**ASSIGNMENT**
The result should be every line in the material below containing the string "center".

**EXERCISE MATERIALS**
--------------------------------------------------

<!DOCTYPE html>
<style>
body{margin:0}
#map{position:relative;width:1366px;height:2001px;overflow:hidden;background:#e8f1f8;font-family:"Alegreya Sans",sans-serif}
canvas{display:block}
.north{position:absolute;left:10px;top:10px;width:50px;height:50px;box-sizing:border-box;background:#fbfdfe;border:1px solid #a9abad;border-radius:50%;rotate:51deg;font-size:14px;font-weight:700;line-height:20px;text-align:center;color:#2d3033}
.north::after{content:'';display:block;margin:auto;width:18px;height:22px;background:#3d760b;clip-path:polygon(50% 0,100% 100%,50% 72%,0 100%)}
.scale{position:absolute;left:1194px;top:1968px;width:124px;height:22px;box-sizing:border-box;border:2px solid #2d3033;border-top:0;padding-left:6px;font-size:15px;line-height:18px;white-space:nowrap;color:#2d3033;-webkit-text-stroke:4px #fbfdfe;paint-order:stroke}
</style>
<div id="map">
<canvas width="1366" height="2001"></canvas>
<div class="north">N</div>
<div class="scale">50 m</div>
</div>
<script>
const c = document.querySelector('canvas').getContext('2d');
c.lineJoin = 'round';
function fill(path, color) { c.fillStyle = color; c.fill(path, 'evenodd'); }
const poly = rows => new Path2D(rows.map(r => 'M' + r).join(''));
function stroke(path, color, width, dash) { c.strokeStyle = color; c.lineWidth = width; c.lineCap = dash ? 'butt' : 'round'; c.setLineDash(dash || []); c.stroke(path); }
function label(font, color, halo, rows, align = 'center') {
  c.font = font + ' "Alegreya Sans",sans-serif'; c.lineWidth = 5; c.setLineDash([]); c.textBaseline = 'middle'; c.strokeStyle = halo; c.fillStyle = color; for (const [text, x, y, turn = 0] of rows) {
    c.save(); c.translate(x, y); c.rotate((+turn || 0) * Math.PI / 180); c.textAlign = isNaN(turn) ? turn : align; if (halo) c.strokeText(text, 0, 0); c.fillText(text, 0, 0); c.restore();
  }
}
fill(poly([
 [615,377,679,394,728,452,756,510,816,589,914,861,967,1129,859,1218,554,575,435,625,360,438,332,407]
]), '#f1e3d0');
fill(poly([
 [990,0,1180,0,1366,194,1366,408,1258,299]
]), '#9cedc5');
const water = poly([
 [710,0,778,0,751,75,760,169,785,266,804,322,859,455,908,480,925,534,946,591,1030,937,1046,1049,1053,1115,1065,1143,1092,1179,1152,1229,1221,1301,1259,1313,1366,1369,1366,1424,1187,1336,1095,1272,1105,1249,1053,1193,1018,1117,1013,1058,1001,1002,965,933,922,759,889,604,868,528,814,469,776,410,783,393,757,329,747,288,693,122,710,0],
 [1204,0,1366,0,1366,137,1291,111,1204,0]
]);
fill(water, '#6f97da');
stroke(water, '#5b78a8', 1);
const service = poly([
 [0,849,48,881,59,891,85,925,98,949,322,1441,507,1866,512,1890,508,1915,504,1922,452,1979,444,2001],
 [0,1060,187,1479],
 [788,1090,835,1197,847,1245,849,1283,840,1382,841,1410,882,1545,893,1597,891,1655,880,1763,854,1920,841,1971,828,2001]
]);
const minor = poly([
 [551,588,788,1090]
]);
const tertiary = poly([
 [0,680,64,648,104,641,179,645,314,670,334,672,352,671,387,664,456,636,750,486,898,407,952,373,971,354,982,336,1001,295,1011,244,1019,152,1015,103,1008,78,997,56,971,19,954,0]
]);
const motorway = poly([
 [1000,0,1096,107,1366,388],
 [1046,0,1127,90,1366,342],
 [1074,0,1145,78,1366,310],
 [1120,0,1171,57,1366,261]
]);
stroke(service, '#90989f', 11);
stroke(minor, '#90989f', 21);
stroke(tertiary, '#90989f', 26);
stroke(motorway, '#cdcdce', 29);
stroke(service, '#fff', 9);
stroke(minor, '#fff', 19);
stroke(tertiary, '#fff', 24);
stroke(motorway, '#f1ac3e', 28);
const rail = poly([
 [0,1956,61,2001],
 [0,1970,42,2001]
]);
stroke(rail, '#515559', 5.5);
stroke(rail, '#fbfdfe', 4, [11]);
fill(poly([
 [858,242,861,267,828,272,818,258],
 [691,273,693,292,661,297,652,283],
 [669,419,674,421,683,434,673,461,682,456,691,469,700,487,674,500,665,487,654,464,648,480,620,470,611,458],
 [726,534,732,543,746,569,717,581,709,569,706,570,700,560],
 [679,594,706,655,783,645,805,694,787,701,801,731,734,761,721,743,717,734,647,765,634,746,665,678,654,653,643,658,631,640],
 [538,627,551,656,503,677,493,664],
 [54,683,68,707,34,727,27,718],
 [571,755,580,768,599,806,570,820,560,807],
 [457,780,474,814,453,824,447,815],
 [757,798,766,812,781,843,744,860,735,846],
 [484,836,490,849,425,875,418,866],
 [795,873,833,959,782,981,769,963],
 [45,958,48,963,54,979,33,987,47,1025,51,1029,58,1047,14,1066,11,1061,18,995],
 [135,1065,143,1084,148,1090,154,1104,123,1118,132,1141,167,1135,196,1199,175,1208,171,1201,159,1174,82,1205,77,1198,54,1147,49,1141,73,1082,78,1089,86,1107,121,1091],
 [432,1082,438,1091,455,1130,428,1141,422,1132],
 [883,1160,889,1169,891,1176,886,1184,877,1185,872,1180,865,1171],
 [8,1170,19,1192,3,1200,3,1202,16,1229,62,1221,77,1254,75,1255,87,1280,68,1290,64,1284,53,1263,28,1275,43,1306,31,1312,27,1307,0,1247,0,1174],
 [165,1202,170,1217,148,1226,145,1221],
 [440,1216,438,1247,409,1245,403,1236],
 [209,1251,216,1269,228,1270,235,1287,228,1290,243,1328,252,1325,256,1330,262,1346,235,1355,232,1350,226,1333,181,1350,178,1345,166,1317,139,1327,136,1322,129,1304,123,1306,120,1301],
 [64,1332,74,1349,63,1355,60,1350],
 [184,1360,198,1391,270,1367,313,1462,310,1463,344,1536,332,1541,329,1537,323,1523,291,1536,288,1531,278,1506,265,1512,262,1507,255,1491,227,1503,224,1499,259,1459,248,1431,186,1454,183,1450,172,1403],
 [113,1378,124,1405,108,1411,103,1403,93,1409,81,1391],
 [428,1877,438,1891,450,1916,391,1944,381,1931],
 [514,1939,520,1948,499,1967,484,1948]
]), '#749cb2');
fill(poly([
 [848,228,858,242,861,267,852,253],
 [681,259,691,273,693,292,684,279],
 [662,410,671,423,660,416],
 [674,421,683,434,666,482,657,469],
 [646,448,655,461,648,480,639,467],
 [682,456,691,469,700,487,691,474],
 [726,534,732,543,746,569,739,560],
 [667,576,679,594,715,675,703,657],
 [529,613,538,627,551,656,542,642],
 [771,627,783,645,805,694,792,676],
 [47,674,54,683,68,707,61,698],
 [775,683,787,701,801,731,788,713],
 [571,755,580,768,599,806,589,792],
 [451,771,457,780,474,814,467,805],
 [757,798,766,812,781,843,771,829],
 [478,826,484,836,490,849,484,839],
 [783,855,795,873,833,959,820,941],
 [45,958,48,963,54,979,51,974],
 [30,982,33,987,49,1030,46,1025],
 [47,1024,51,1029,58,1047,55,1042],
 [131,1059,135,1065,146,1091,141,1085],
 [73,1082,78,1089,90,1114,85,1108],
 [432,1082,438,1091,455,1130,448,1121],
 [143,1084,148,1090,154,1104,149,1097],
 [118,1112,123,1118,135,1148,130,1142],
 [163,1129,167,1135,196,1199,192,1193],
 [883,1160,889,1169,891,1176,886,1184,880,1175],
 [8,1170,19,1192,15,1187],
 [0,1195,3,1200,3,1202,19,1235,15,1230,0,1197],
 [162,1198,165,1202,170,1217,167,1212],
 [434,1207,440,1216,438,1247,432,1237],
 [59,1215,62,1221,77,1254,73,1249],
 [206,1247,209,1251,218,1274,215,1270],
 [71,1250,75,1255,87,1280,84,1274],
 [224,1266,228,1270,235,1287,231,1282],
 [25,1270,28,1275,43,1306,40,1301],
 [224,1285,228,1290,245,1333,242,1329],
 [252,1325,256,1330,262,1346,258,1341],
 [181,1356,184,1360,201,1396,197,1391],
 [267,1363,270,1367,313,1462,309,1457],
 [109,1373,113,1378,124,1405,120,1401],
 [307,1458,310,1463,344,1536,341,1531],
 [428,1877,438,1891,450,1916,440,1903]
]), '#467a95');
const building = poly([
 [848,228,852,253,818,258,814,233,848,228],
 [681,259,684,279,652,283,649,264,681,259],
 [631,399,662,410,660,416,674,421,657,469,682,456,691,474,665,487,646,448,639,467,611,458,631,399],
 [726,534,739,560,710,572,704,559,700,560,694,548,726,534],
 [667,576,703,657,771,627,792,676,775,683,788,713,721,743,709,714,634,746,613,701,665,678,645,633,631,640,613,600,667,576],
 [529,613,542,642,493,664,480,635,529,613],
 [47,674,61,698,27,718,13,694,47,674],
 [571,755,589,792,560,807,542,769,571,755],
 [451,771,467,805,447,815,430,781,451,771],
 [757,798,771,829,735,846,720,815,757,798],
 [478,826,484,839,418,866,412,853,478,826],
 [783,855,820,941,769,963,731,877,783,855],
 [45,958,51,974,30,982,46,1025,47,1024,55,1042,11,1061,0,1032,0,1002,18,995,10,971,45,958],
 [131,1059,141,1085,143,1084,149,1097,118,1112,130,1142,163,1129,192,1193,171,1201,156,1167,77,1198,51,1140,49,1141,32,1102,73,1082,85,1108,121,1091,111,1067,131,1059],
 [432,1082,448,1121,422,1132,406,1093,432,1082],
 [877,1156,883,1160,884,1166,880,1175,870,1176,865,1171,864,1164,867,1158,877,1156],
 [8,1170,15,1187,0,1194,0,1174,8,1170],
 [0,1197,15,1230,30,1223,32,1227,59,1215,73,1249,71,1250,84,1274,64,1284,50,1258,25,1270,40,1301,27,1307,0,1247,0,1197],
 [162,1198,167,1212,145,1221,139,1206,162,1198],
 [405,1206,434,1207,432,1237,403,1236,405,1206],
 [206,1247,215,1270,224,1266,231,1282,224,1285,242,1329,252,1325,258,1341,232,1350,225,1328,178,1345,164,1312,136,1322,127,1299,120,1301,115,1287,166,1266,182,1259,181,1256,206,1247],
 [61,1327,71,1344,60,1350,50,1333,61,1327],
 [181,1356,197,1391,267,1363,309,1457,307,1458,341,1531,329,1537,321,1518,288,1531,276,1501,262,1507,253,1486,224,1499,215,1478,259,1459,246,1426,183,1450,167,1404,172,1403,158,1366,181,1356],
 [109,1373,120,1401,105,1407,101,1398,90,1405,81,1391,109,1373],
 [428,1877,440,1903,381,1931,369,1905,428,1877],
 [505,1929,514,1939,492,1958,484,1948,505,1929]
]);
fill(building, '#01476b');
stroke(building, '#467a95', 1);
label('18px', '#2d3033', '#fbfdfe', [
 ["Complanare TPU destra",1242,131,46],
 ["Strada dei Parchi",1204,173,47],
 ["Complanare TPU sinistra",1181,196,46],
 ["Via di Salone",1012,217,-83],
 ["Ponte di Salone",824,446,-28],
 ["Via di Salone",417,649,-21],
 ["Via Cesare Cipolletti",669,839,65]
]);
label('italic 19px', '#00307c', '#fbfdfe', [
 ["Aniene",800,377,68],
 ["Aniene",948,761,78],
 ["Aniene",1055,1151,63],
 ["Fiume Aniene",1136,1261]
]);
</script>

--------------------------------------------------

**RESPONSE AREA**
.north{position:absolute;left:10px;top:10px;width:50px;height:50px;box-sizing:border-box;background:#fbfdfe;border:1px solid #a9abad;border-radius:50%;rotate:51deg;font-size:14px;font-weight:700;line-height:20px;text-align:center;color:#2d3033}
function label(font, color, halo, rows, align = 'center') {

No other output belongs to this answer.